▸ Problem
Every line of the records that contains the string "family" counts once; give the total and nothing else.

Dataset entries:
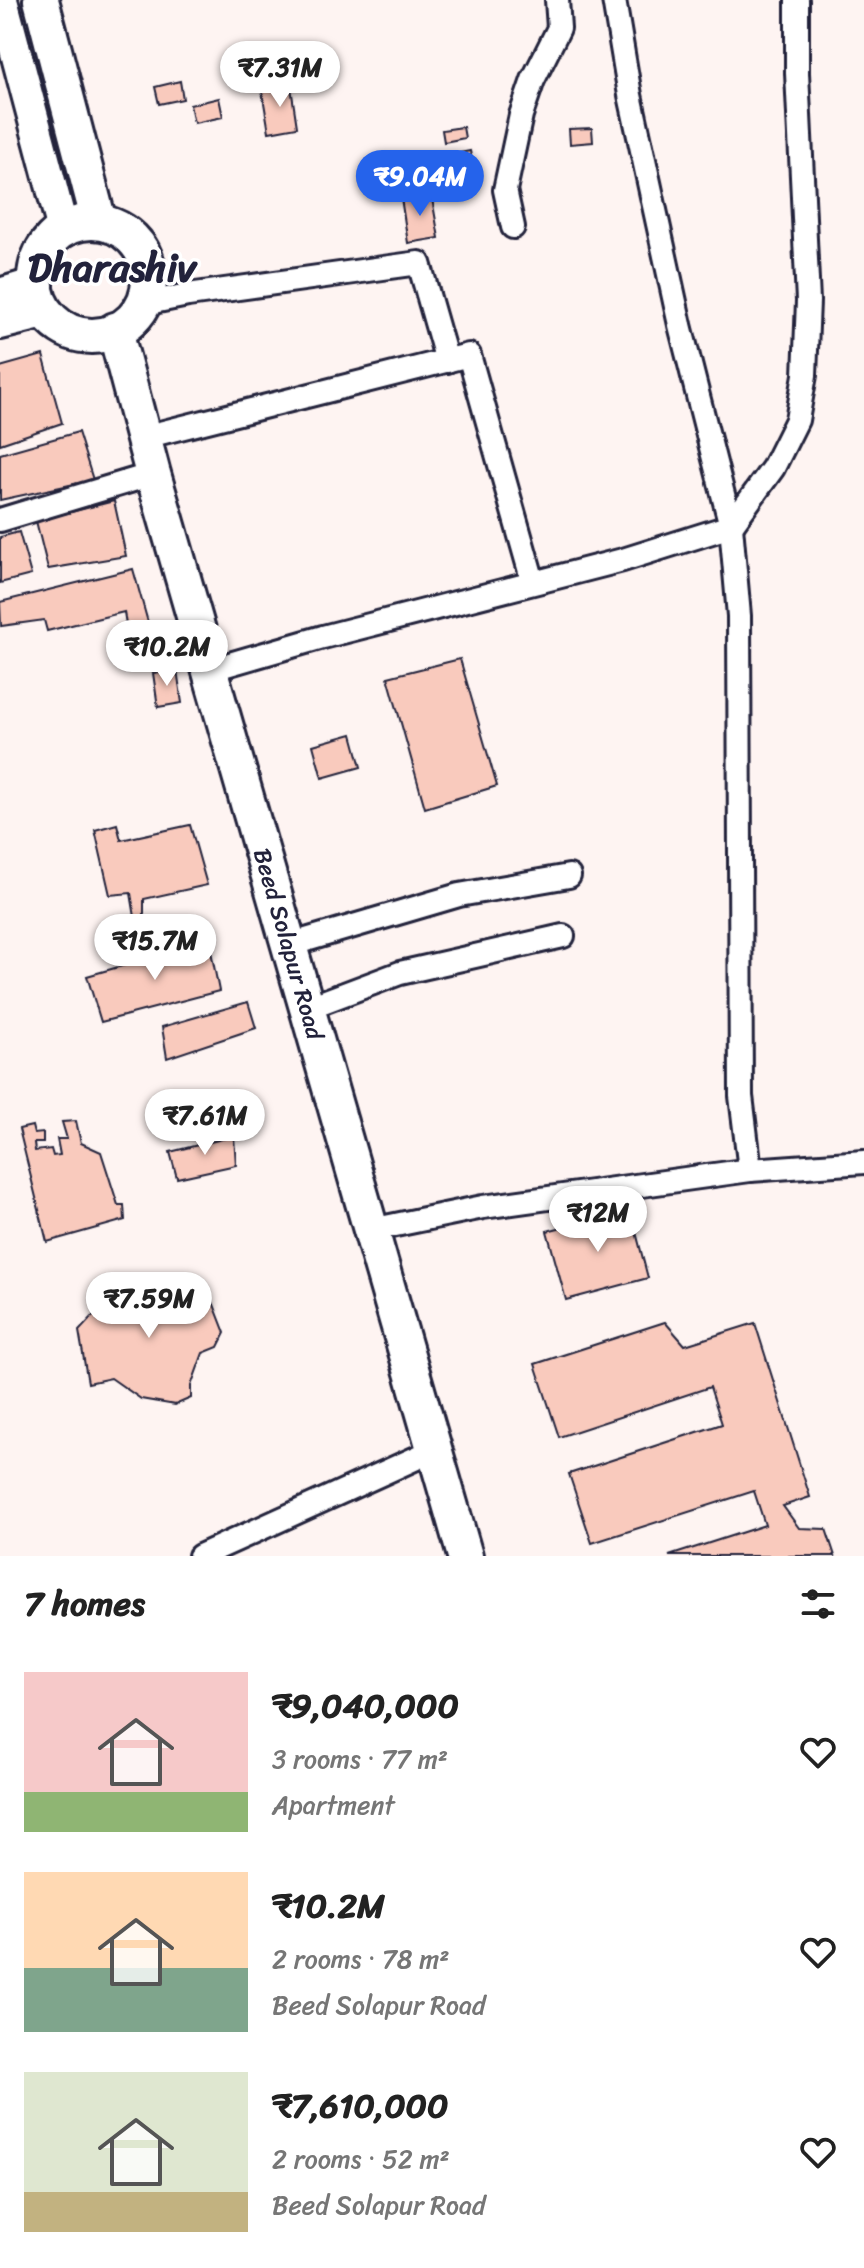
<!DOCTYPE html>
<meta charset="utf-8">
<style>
:root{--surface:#fff;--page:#f6f6f6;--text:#222;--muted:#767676;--accent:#2563eb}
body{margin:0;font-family:Sriracha,sans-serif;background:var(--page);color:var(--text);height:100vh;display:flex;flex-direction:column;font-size:30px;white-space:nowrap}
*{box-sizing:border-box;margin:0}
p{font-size:26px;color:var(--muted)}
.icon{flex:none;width:44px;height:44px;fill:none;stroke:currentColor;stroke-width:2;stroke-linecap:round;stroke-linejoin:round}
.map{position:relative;height:1556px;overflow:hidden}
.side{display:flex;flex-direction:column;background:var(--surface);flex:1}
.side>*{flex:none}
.price{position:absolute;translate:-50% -68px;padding:0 18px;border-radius:28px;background:#fff;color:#222;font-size:26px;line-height:52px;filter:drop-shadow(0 2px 4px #0008)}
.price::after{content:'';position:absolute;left:50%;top:48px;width:24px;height:18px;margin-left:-12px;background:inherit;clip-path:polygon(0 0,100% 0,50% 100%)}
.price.active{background:var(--accent);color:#fff}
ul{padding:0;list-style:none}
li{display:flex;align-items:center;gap:24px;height:200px;padding:0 24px}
li span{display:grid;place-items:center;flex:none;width:224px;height:160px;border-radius:0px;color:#555}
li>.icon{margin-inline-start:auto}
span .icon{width:96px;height:96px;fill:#fffc;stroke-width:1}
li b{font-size:34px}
h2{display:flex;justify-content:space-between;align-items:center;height:96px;padding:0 24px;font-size:34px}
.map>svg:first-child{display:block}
.building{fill:#f9cabd;stroke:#22223b;stroke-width:2}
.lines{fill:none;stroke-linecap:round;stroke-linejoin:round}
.minor-casing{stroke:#22223b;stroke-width:28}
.secondary-casing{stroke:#22223b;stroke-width:36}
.primary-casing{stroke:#22223b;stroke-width:40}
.minor{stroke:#fff;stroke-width:22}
.secondary{stroke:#fff;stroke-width:30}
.primary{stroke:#fff;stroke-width:34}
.labels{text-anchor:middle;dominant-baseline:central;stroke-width:7;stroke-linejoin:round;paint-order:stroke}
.street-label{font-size:24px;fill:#22223b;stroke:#fff}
.town-label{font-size:40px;font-weight:bold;fill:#22223b;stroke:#fff}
</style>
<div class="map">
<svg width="864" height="1556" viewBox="0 0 864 1556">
<rect width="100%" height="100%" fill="#fef4f2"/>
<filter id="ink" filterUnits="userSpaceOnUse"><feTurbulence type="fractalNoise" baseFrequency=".0125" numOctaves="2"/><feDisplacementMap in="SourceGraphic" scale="16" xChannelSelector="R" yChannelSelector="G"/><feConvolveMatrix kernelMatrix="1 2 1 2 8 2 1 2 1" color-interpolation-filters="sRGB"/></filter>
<g filter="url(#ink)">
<g class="building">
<polygon points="180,81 183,99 159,104 155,87"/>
<polygon points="291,87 297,127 269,132 262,91"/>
<polygon points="219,98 223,117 194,123 190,105"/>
<polygon points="463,127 465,138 444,142 442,130"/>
<polygon points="592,128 593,142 570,144 569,129"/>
<polygon points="470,151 477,184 437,192 431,159"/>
<polygon points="431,193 439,238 408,243 401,198"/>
<polygon points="43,355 62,423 0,444 0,367"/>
<polygon points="78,432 93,480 0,500 0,454"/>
<polygon points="114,501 126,556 48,569 36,521"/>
<polygon points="19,532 31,575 0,583 0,537"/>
<polygon points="133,569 149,626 127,631 124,612 47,631 44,620 1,626 0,602"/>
<polygon points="460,659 497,786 425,808 388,677"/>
<polygon points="177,670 182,703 158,707 153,673"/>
<polygon points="352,734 361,767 322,778 313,745"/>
<polygon points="117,824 121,840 190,825 207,885 144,899 144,920 136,923 131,893 110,895 95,830"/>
<polygon points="209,941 219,991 101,1022 87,976"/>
<polygon points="248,1002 256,1028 167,1058 162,1027"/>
<polygon points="76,1121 81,1143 101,1152 118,1205 124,1205 125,1220 47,1242 19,1129 32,1126 34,1134 43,1133 43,1143 34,1143 35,1151 51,1149 53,1156 60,1155 57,1139 67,1139 62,1122"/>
<polygon points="234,1136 236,1165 177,1178 170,1152"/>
<polygon points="630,1209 648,1278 566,1300 547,1231"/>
<polygon points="148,1274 182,1303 213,1302 225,1333 218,1347 203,1353 191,1386 191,1398 175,1405 141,1399 111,1378 88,1383 79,1331 109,1299 105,1283 129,1275"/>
<polygon points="665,1322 685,1345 755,1323 810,1497 783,1506 799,1528 826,1529 835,1556 669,1556 765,1525 754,1491 592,1543 569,1474 722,1424 710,1387 559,1437 535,1364"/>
</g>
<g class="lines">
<g class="minor-casing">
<g id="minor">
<polyline points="513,227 505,190 521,115 533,80 559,28 557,0"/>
<polyline points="143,304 188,295 419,263 447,361"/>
<polyline points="144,437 469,355 533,582"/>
<polyline points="0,520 153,474"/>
<polyline points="209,670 323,637 623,560 731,526 773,468 797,420 805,375 808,301 797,73 797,0"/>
<polyline points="289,945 459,895 569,876"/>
<polyline points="307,1008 400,973 563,936"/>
<polyline points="750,1170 864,1162"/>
<polyline points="371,1230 483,1207 750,1170 741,1096 739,616 731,526 680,325 630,95 614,0"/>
<polyline points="200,1556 434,1450"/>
</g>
</g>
<g class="secondary-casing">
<polyline id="secondary" points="2,0 63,230"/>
</g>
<g class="primary-casing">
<g id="primary">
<polyline points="41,0 99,222"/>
<circle cx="92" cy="279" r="57"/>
<polyline points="0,296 36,285"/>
<polyline points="0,322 44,311"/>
<path id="s1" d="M 115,330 L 153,474 L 465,1556"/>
</g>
</g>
<use href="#minor" class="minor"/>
<use href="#secondary" class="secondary"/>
<use href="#primary" class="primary"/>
</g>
</g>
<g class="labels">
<g class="street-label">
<text stroke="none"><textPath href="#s1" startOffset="638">Beed Solapur Road</textPath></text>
</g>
<g class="town-label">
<text x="112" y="267">Dharashiv</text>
</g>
</g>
</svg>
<b class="price" style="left:280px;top:109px">₹7.31M</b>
<b class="price active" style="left:420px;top:218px">₹9.04M</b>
<b class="price" style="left:167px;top:688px">₹10.2M</b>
<b class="price" style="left:155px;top:982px">₹15.7M</b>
<b class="price" style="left:205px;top:1157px">₹7.61M</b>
<b class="price" style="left:598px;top:1254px">₹12M</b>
<b class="price" style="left:149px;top:1340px">₹7.59M</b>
</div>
<section class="side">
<h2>7 homes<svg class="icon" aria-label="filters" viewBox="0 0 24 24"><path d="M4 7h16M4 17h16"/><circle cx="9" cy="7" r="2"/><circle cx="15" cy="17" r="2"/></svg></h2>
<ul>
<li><span style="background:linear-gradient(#f6c9c9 75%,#8fb573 0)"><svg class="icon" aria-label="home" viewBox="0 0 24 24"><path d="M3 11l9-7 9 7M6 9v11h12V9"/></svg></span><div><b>₹9,040,000</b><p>3 rooms · 77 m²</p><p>Apartment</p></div><svg class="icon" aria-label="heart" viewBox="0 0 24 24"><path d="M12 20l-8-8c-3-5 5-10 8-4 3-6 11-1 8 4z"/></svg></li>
<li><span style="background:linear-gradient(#ffd9b3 60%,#7fa58c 0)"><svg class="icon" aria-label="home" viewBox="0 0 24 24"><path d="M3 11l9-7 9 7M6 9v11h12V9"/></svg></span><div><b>₹10.2M</b><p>2 rooms · 78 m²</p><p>Beed Solapur Road</p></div><svg class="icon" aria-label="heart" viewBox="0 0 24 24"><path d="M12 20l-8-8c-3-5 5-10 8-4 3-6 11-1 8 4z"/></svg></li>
<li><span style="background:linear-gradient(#dfe7d0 75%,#c2b280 0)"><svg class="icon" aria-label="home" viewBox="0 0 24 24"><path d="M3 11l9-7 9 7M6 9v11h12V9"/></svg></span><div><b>₹7,610,000</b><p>2 rooms · 52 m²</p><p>Beed Solapur Road</p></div><svg class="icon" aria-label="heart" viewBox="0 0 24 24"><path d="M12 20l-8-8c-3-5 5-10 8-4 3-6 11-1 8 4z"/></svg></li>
</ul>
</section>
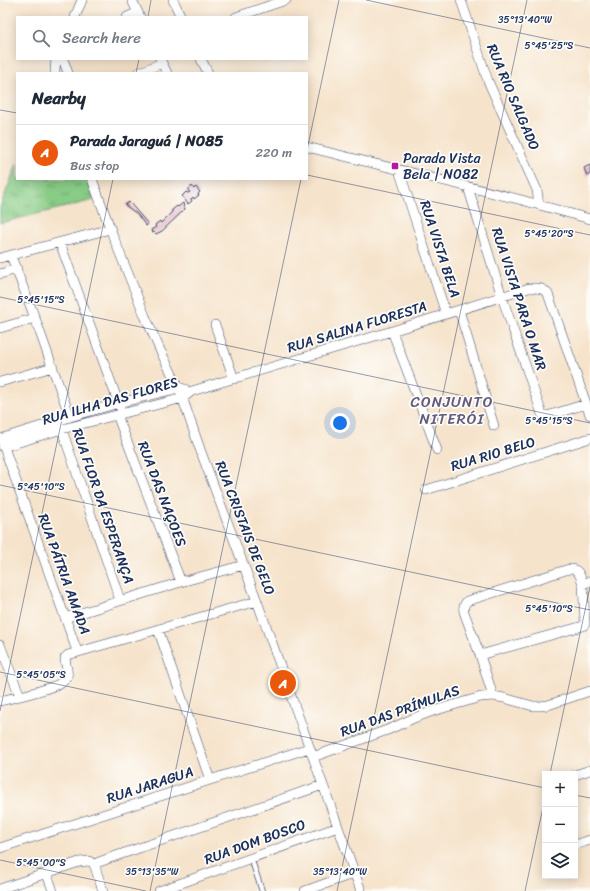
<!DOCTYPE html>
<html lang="en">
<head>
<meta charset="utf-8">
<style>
	:root { --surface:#fff; --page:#f6f6f7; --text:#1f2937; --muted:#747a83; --line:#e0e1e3; --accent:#ea580c }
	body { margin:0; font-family:Sriracha,sans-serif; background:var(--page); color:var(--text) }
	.controls { position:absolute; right:12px; bottom:12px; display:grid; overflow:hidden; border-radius:0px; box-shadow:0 2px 10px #0003 }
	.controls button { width:36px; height:36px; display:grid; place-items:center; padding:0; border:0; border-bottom:1px solid var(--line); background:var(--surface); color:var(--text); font:20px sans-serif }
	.you { position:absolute; left:340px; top:423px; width:14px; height:14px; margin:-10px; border:3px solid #fff; border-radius:50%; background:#1a73e8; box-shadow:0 0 0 6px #1a73e833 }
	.badge { display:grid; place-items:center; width:26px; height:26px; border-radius:50%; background:var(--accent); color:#fff; font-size:13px; font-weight:700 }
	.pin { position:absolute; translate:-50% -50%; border:2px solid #fff; box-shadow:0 1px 4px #0006 }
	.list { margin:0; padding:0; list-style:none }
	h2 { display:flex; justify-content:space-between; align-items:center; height:52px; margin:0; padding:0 16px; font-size:17px }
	h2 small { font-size:13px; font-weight:400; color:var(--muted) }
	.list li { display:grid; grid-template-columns:26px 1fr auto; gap:12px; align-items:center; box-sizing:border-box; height:56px; padding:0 16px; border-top:1px solid var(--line) }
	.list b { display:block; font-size:15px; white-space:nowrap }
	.list p { margin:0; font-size:13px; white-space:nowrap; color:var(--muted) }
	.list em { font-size:13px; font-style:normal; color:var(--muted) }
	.icon { flex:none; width:22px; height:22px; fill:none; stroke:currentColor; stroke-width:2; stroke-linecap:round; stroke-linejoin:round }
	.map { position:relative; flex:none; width:590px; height:891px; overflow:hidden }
	.search { position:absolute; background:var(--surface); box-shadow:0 2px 10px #0003; left:16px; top:16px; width:292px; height:44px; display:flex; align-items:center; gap:10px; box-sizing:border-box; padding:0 14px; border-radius:0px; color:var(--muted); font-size:15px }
	.panel { position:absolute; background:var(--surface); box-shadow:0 2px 10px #0003; left:16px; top:72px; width:292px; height:108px; border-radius:0px }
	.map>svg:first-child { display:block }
</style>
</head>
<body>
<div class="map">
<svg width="590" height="891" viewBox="0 0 590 891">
	<defs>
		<pattern id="park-tufts" width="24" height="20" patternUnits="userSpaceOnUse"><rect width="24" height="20" fill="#88cc86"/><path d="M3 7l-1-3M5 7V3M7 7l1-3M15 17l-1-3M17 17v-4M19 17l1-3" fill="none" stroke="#6ea671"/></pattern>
		<pattern id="building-back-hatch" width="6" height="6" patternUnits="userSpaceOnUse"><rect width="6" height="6" fill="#e2adc0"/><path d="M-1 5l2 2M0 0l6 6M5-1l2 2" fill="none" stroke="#c195a7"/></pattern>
	</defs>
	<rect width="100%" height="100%" fill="#fdfcf7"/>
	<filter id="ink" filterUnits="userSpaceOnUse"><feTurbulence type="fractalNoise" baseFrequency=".025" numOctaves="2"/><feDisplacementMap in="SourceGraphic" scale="8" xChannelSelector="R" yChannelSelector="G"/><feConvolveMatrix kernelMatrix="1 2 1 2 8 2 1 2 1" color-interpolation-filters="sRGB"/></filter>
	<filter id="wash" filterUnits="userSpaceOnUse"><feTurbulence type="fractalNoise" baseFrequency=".012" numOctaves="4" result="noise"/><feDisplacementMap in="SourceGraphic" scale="16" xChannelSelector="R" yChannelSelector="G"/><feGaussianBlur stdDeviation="0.9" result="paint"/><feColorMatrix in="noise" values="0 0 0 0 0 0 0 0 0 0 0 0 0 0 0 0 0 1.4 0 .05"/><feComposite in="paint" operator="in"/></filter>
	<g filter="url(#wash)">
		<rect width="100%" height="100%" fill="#f6e3cb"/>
		<!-- park -->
		<path fill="url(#park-tufts)" stroke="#527e72" d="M 17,164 L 17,179 L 87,179 L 94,200 L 0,223 L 0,207 Z"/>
		<g id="blocks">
			<!-- building -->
			<path fill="url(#building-back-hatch)" d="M 590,165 L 590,174 L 587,176 L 584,168 Z
				M 192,186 L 194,189 L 196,187 L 200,192 L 198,194 L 199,195 L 194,199 L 193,197 L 191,199 L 192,201 L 188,204 L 182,196 L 186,192 L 188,193 L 190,192 L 188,190 Z
				M 129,202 L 148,224 L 146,226 L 137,214 L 125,205 Z
				M 183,203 L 184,205 L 183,206 L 185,209 L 162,231 L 156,234 L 154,232 L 152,233 L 151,230 L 156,227 L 155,225 L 160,221 L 161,223 L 172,212 L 172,210 L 177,206 L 178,207 Z"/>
		</g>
	</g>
	<g filter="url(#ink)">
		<use href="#blocks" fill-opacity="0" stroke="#3c4a6e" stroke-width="1"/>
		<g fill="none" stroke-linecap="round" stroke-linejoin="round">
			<!-- lane casing -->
			<g stroke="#3c4a6e" stroke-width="6">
				<path id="lane" d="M 251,858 L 262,891"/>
			</g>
			<!-- street casing -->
			<g stroke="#3c4a6e" stroke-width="10">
				<path id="street" d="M 132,0 L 140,17
					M 173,0 L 181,17
					M 461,0 L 488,81 L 537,190 L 539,205
					M 75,17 L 82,0
					M 127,17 L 138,12
					M 236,17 L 286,0
					M 63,59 L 68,73
					M 160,59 L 167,73
					M 201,59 L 208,73
					M 55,73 L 55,70 L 56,59
					M 138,73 L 162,63
					M 307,147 L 518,199 L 590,219
					M 399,170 L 446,314
					M 92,179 L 113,236 L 145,316 L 160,350 L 179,388 L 201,452 L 257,601 L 361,891
					M 468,187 L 502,297 L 542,414 L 543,415 L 547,416 L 586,404
					M 60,243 L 120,407
					M 11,256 L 35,318 L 70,417
					M 0,258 L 110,229
					M 0,274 L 17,269
					M 459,310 L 494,426
					M 215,325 L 234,379
					M 0,328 L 35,318
					M 392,331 L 437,450
					M 0,382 L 53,367
					M 117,415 L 181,582
					M 60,424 L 120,600
					M 0,439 L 70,417 L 119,403 L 179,388 L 185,389
					M 1,439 L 77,651
					M 3,447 L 62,429 L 183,398 L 192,391 L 392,331 L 529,288 C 538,288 542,287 548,294 L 590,415
					M 426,490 L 590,438
					M 65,618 L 181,582 L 244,565
					M 158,629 L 210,780
					M 0,645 L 20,696
					M 480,655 L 464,612 C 463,607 464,605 467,601 L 569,569 C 579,568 580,576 583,584 L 590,581
					M 493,696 L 480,655 L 583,626 L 585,624 L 585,622 L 583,584
					M 0,701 C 12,698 64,687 67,677 C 69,671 65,664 65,658 L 68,655 L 257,601
					M 313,757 L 390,729 L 414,718 L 433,711 L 481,697 L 493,696 L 504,698 L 533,706 L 540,706 L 548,705 L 590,691
					M 575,775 L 590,770
					M 575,845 L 590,840
					M 0,848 L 309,748
					M 94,864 L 103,891
					M 47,874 L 53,891
					M 0,889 L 79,862 L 89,861 L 94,864 L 110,858 L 323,785
					M 159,891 L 338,827
					M 305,891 L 355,873"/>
			</g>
			<!-- lane -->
			<use href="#lane" stroke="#fff" stroke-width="4.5"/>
			<!-- street -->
			<use href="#street" stroke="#fff" stroke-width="9"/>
		</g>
	</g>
	<!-- ticks -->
	<path fill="none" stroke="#1b2f5e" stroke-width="1" stroke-opacity="0.45" d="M 366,0 L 590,48M 148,17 L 151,0M 136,73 L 139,59M 0,110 L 17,113M 307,150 L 339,0M 307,175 L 590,235M 0,297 L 590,423M 0,485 L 590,610M 0,672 L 545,788M 0,711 L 113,179M 550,774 L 590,587M 575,795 L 590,798M 0,860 L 146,891M 150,891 L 301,179M 337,891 L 527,0M 525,891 L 545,798"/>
	<!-- markers -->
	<rect fill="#b5179e" stroke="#fdfcf7" stroke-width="1.5" x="391" y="162" width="8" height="8" rx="2"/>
	<g text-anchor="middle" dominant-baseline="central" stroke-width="3.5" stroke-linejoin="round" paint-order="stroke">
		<!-- street labels -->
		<g font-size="14" fill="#1b2f5e" stroke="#fdfcf7">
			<text transform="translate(513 97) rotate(67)">RUA RIO SALGADO</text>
			<text transform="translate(440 249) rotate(72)">RUA VISTA BELA</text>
			<text transform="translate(519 299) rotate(72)">RUA VISTA PARA O MAR</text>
			<text transform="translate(357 327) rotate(-17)">RUA SALINA FLORESTA</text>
			<text transform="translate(110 401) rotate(-16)">RUA ILHA DAS FLORES</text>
			<text transform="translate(493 454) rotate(-17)">RUA RIO BELO</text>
			<text transform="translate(162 494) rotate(69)">RUA DAS NAÇOES</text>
			<text transform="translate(103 506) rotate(71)">RUA FLOR DA ESPERANÇA</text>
			<text transform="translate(245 528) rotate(69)">RUA CRISTAIS DE GELO</text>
			<text transform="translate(64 574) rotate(70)">RUA PÁTRIA AMADA</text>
			<text transform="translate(400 711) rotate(-20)">RUA DAS PRÍMULAS</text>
			<text transform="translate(150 785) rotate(-18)">RUA JARAGUA</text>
			<text transform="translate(255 842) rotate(-20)">RUA DOM BOSCO</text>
		</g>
		<!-- poi labels -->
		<g font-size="14" fill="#1b2f5e" stroke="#fdfcf7" text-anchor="start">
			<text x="403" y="158">Parada Vista<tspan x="403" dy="16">Bela | N082</tspan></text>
		</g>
		<!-- neighbourhood labels -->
		<g font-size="15" letter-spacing="1" fill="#615b80" stroke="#fdfcf7">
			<text x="452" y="402">CONJUNTO<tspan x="452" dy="17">NITERÓI</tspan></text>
		</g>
	</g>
	<g font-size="10" text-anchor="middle" fill="#1b2f5e" stroke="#fdfcf7" stroke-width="3.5" stroke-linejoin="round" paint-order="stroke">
		<text x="525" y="23">35°13'40"W</text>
		<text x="549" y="49">5°45'25"S</text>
		<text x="549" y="237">5°45'20"S</text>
		<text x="41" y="303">5°45'15"S</text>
		<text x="549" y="424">5°45'15"S</text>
		<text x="41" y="490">5°45'10"S</text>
		<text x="549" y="612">5°45'10"S</text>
		<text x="41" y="678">5°45'05"S</text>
		<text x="41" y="866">5°45'00"S</text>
		<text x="152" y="875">35°13'35"W</text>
		<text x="340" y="875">35°13'40"W</text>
	</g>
</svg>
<div class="controls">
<button>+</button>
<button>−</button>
<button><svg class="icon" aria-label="layers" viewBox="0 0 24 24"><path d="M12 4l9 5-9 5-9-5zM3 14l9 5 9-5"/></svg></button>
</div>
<div class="you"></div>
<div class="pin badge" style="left:283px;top:683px">A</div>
<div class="search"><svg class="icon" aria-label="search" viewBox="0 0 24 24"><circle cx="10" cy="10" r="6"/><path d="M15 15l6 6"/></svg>Search here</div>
<section class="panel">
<h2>Nearby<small></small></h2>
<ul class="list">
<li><span class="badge">A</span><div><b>Parada Jaraguá | N085</b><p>Bus stop</p></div><em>220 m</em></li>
</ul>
</section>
</div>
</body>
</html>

▸ Your solution
2